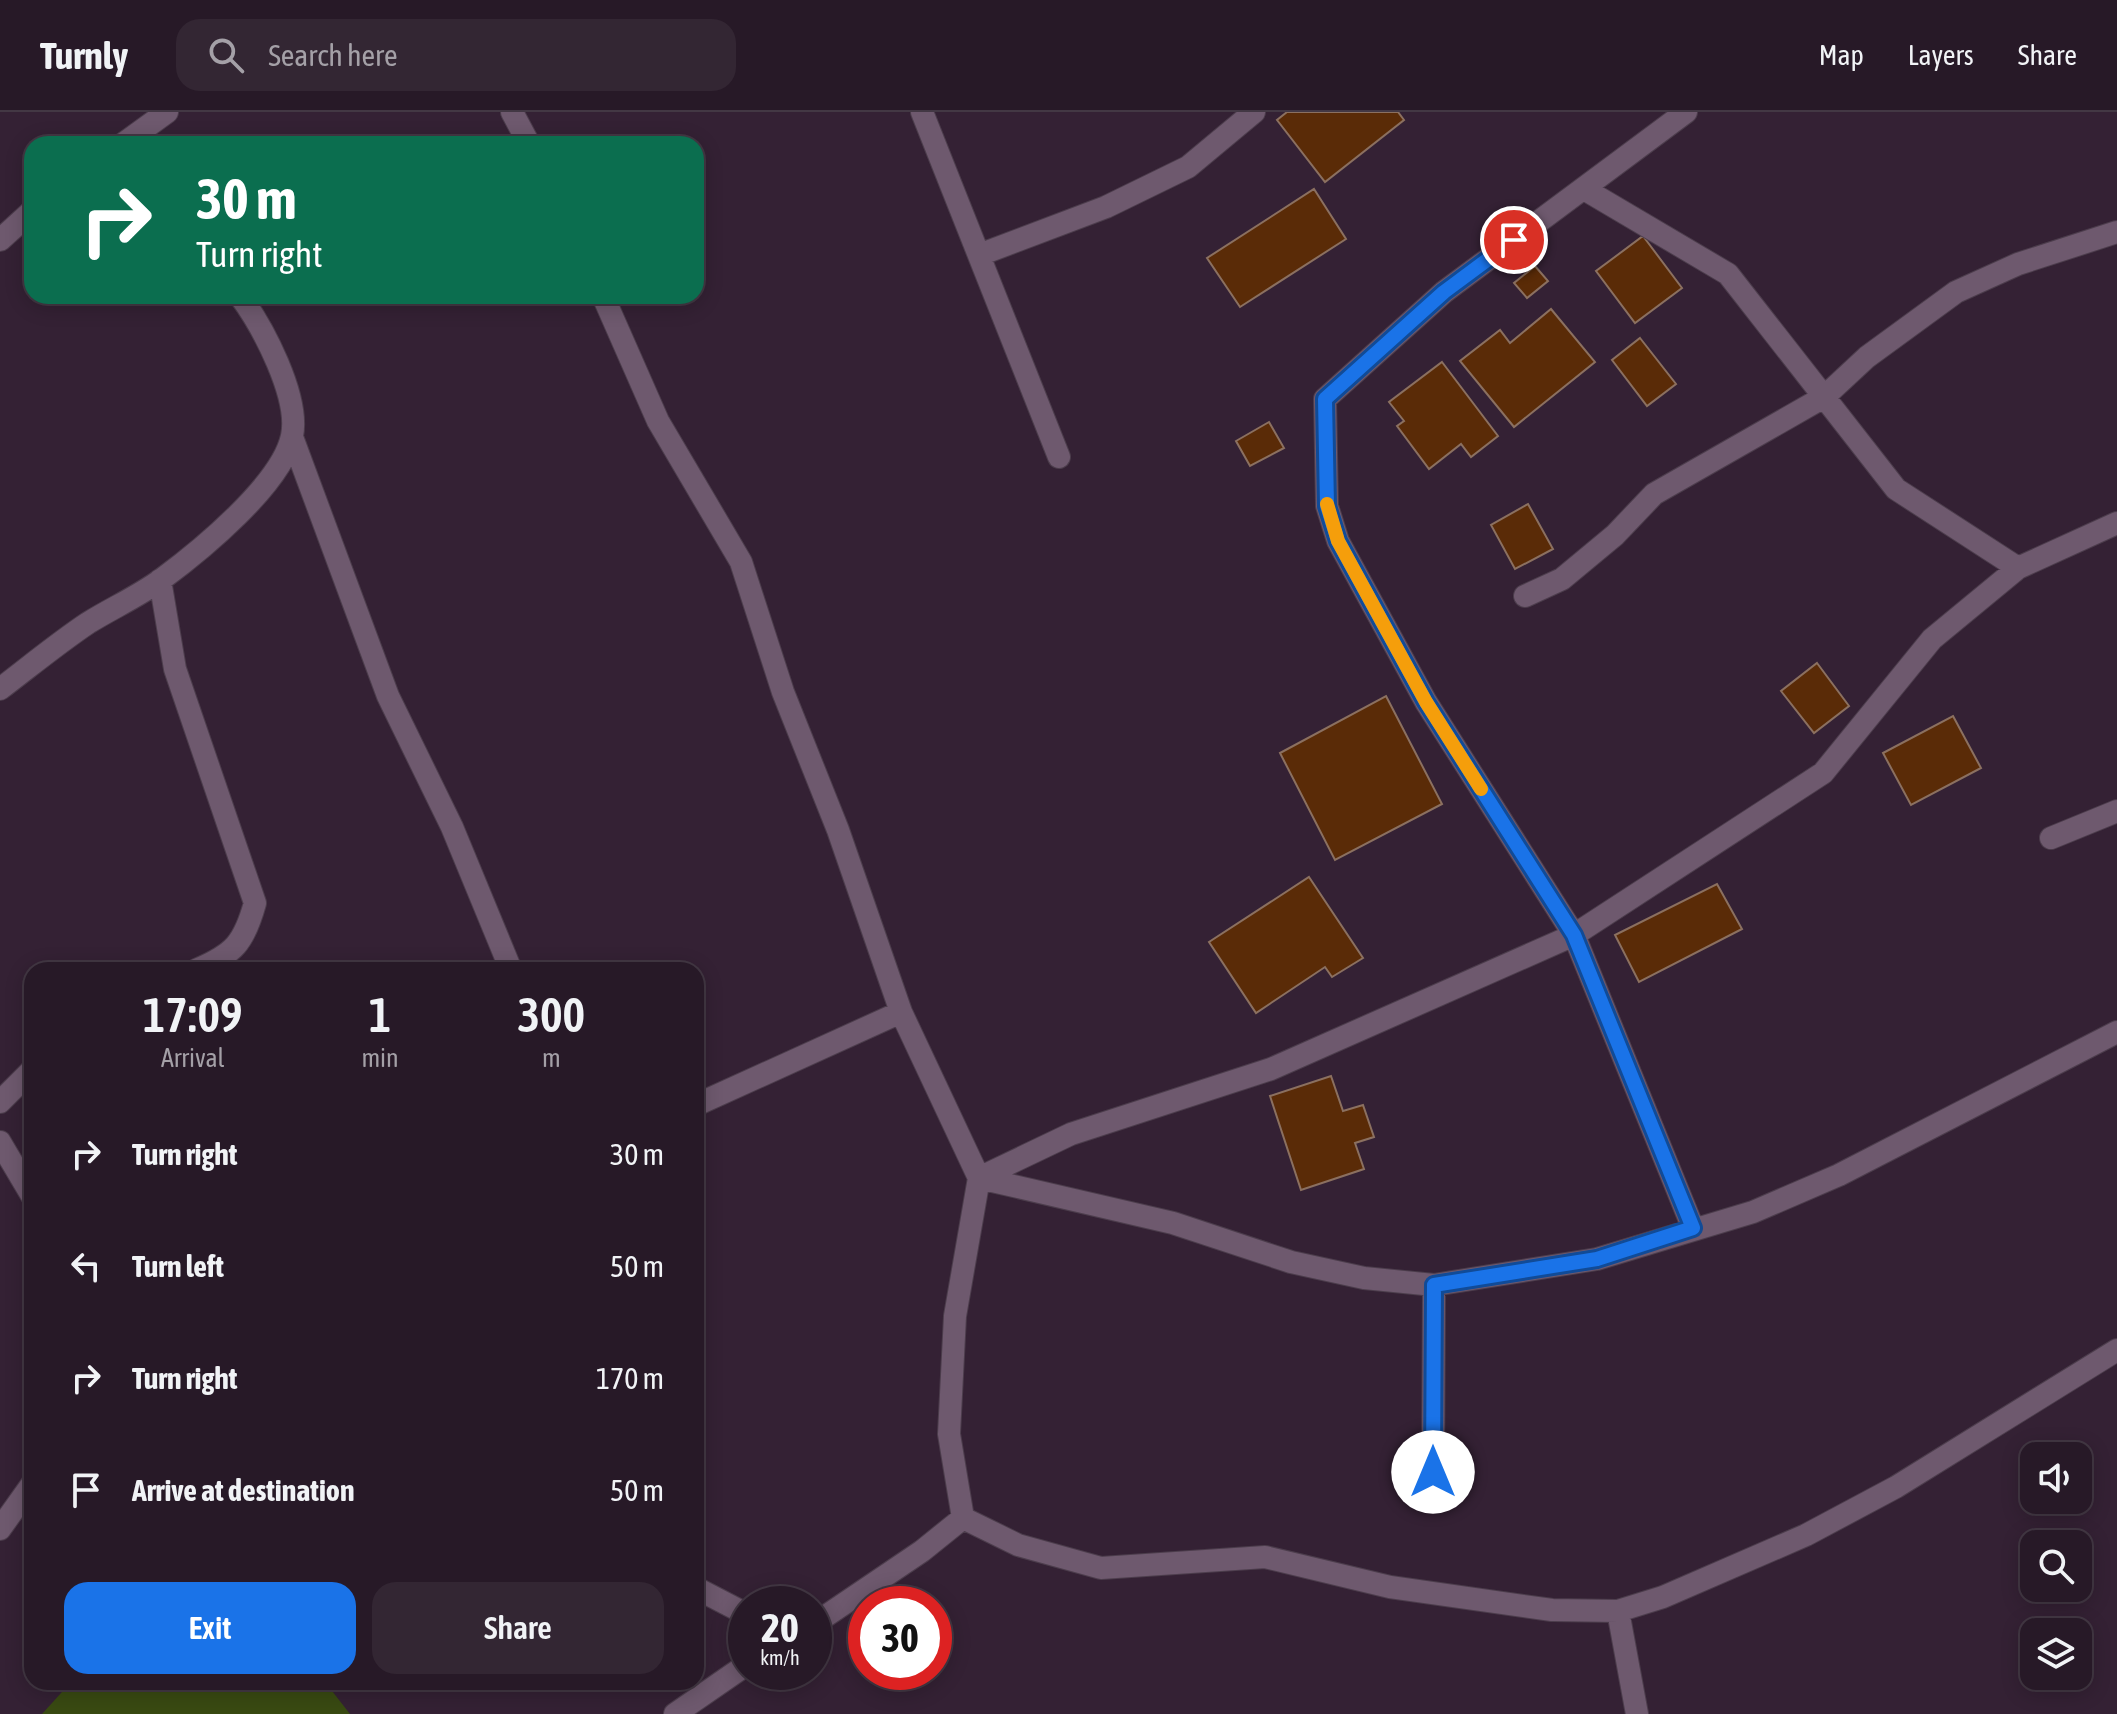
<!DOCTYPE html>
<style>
body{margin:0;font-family:"Asap Condensed",sans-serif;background:#332633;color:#f1f3f6;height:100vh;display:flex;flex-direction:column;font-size:30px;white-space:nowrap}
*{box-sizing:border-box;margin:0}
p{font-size:26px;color:#a4a0a7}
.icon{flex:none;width:44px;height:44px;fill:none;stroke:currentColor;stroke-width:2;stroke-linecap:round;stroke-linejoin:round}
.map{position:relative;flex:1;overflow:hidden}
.panel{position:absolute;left:24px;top:850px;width:680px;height:728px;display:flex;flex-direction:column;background:#271927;border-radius:24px;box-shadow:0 4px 20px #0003,0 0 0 2px #433844}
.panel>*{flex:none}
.hud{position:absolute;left:24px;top:24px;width:680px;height:168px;border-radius:24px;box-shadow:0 4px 20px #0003,0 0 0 2px #433844;background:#0b6e4f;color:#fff;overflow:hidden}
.controls{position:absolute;left:2020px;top:1330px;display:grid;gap:16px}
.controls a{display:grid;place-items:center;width:72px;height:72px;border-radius:16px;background:#271927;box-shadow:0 4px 20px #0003,0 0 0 2px #433844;font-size:40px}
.speed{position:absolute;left:728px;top:1474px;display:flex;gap:16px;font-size:40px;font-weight:700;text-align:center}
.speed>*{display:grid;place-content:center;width:104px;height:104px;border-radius:50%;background:#271927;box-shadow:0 4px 20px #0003,0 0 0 2px #433844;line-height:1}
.speed small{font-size:20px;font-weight:400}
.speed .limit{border:12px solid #d22;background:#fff;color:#111}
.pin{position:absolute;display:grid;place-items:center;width:68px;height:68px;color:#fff;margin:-34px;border:4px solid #fff;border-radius:50%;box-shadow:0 2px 8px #0007}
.me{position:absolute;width:88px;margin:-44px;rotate:0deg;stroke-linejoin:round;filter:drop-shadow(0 0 6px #0008)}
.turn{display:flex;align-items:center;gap:28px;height:168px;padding:0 40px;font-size:36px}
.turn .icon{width:104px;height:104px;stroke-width:2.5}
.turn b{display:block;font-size:56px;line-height:68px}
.eta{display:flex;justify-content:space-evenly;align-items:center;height:136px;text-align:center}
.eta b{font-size:48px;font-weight:600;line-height:56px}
.button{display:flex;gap:16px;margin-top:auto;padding:16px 40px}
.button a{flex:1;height:92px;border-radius:24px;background:#1a73e8;color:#fff;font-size:32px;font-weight:600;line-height:92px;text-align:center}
.button a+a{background:#332633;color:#f1f3f6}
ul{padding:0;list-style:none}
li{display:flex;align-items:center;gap:24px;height:112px;padding:0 40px}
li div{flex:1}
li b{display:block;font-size:30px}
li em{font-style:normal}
header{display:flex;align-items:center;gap:48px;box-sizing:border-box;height:112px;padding:0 40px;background:#271927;border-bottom:2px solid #433844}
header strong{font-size:38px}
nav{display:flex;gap:44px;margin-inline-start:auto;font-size:28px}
.search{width:560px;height:72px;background:#332633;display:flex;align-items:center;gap:20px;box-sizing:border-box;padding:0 28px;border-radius:24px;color:#a4a0a7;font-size:30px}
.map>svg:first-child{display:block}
.green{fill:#394a12}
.building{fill:#5a2b07;stroke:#8b7060;stroke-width:2}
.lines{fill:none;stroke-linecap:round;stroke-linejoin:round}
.minor-casing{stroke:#4c3d4c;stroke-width:24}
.minor{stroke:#6e596e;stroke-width:22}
.route-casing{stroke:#114b97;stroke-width:20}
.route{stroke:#1a73e8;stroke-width:14}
.slow{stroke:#f59e0b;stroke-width:14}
</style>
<header>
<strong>Turnly</strong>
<div class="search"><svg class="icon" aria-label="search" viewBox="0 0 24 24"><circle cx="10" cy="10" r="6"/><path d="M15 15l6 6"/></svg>Search here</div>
<nav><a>Map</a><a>Layers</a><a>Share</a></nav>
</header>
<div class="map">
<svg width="2117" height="1602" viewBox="0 0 2117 1602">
<rect width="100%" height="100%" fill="#342134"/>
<!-- green -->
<path class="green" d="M71,1570H325L350,1602H42Z"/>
<!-- building -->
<path class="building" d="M1287,0H1398L1404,8L1325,70L1277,8Z
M1314,77L1346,127L1240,195L1207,146Z
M1643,124L1682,176L1635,211L1596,159Z
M1535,154L1548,169L1527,186L1514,171Z
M1551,197L1595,250L1514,315L1460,249L1500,218L1510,231Z
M1640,226L1676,272L1647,294L1612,248Z
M1442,250L1498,324L1471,345L1461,332L1429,357L1397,314L1404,309L1389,290Z
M1269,310L1284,336L1250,354L1236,329Z
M1528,392L1553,437L1515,457L1491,413Z
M1817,551L1849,594L1814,621L1781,579Z
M1386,584L1442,692L1335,748L1280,641Z
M1953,604L1981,656L1911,693L1883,641Z
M1309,765L1363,846L1332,865L1325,855L1256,901L1209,830Z
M1717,772L1742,817L1639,870L1615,823Z
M1331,964L1343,999L1363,993L1374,1025L1355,1031L1364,1057L1301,1078L1270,984Z"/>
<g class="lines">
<defs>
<path id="minor" d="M512,0L529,32
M922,0L1059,345
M1686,0L1444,180L1325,287L1327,394L1338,429L1426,590L1574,823L1693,1116
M123,32L167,0
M1584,77L1728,162L1896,377L2018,456
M0,128L32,99
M979,143L1106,95L1188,55L1254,0
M603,184L658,309L741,450L783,580L838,718L901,900L979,1066L955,1204L949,1322L963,1406L1018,1433L1101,1456L1265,1445L1390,1475L1552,1498L1618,1499L1663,1485L1806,1423L1896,1375L2117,1238
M292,325L388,584L452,715L511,858
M2117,411L2018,456L1932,527L1823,661L1574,823L1271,957L1071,1022L979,1066L1173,1111L1291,1150L1364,1166L1434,1173L1597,1147L1753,1100L1839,1063L2117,920
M160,468L175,557L255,791C244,831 234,842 196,858
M1525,484L1562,467L1615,423L1654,382L1824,285L1867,245L1956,180L2018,152L2117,120
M0,577C29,555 58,531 88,511C112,496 139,484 162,467C200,439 282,372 292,324C300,285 263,215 240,184
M2051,726L2117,699
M0,990L32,958
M696,993L901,900
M0,1030L32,1084
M1433,1360L1434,1173
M0,1417L32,1372
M696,1476L746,1502
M1618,1499L1637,1602
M814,1512L922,1439L963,1406
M675,1602L746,1553"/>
</defs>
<!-- minor casing -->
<use href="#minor" class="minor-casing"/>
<!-- minor -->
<use href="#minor" class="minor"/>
</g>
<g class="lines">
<defs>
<path id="route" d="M1433,1360L1434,1173L1597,1147L1693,1116L1574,823L1426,590L1338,429L1327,394L1325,287L1444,180L1514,128"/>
</defs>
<!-- route casing -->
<use href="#route" class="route-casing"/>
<!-- route -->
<use href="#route" class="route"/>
<!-- slow -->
<path class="slow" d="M1327,392L1338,429L1426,590L1481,677"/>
</g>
</svg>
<div class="controls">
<a><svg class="icon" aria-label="sound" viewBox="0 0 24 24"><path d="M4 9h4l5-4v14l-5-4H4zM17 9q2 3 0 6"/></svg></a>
<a><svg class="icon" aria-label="search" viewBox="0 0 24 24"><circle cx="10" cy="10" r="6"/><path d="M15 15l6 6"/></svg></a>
<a><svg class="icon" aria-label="layers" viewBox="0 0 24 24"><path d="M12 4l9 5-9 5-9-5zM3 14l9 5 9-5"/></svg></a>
</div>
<div class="speed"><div>20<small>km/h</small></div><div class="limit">30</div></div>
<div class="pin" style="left:1514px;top:128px;background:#d93025"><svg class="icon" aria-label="arrive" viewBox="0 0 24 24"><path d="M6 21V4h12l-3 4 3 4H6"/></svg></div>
<svg class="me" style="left:1433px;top:1360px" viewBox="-20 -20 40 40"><circle r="19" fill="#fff"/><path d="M0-13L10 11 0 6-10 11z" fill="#1a73e8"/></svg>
<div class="hud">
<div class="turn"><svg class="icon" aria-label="right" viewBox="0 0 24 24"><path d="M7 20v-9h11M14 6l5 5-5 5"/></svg><div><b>30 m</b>Turn right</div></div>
</div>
<section class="panel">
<div class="eta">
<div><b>17:09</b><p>Arrival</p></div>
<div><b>1</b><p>min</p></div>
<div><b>300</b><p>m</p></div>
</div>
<ul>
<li><svg class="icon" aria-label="right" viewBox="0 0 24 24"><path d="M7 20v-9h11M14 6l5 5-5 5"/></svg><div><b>Turn right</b></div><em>30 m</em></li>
<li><svg class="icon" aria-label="left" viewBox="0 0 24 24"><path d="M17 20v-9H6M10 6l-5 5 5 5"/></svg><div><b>Turn left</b></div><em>50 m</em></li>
<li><svg class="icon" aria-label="right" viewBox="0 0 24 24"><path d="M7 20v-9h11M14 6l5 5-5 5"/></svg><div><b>Turn right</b></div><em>170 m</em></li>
<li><svg class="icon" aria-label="arrive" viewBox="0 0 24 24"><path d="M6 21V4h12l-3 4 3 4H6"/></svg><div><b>Arrive at destination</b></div><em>50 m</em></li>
</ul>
<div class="button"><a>Exit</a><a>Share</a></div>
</section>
</div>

**Aim of the exercise:**
Each line of the entries holding the string "linecap" should be found and copied.

**Answer to the problem:**
.icon{flex:none;width:44px;height:44px;fill:none;stroke:currentColor;stroke-width:2;stroke-linecap:round;stroke-linejoin:round}
.lines{fill:none;stroke-linecap:round;stroke-linejoin:round}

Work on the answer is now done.